Since the death of his sister in 2012 in a car crash caused by a driver who was under the influence of marijuana, Dr Drum has dedicated himself to public education on the risks of cannabis use, addressing schools, law enforcement and professional forums across the United States. A member of the International Academy on the Science and Impact of Cannabis (IASIC), he has contributed to its scientific library and served on the California Impaired Driving Task Force from 2018 to 2021.
Dr Drum was in Melbourne in October to address the Youth Forum Breathtaker Series organised by the Drug Advisory Council of Australia (DACA), at which time he spoke to News Weekly.
This article is Part 1 of 2.
My state, California, was one of the first states to legalise the medical use - or the fraud of medical use - of marijuana back in 1996. I knew full well as a pharmacist that this was a fraud.
Going back to 1985 for a moment, the U.S. government, through the Food and Drug Administration, approved the use of dronabinol, also known as THC, which is the psychoactive component in marijuana. It was approved as a purely synthesised Delta-9 THC molecule.
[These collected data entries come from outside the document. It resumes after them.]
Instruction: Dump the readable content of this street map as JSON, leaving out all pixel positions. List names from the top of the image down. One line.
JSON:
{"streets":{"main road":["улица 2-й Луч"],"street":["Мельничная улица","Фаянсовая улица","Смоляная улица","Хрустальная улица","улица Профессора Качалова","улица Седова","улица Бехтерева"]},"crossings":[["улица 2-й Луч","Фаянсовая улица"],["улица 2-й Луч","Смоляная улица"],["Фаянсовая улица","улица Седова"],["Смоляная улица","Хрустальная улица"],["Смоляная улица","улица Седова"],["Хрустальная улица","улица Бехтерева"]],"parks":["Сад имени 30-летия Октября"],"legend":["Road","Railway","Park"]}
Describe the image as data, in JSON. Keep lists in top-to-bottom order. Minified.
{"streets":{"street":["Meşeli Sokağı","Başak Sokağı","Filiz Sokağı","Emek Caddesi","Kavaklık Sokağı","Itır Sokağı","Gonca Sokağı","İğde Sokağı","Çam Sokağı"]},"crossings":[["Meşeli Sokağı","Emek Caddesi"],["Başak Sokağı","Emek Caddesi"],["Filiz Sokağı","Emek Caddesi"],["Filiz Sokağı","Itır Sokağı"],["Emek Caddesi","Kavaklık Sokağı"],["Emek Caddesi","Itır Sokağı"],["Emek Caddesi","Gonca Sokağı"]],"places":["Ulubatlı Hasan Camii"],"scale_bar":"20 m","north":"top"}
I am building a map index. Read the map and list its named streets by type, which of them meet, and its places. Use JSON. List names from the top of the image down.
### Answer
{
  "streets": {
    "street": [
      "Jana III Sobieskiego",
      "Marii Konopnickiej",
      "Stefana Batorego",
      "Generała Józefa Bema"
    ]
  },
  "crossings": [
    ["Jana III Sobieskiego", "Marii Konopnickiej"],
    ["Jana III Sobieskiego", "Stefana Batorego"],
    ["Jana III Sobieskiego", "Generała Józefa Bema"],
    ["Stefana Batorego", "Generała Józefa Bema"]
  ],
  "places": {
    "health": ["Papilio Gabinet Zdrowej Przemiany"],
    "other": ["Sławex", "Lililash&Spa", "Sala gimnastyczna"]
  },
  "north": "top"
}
I used it as an oncology pharmacist on cancer patients. The indication for use was in cancer patients for nausea and vomiting caused by the chemotherapy. So, I have experience using it as a pharmacist.
Again, I'm a clinical pharmacist, so I work in the hospital where people get their chemo, and I work with the physicians, I go on rounds, and I see the patients. So, I have immediate experience of how medications were being used and how successful they were. And dronabinol was not that successful. In fact, our national oncology group does not support the use of dronabinol as an antiemetic for chemotherapy.
Back in 1985, dronabinol was also approved for AIDS wasting syndrome. As an oncology pharmacist, I would see those immune-compromised patients as well in the hospital. So, I have a wide variety of experience in working with AIDS patients.
In the mid-1990s, the protease inhibitor drug class came out, and that revolutionised how we treat AIDS and HIV and has turned it into basically a chronic infection, kind of like diabetes. Till then, dronabinol was used to help bolster the weight of those people who had contracted HIV and had AIDS wasting, which is basically them losing weight. They would have a lot of diarrhea, they couldn't gain weight because of all the various infections they would get.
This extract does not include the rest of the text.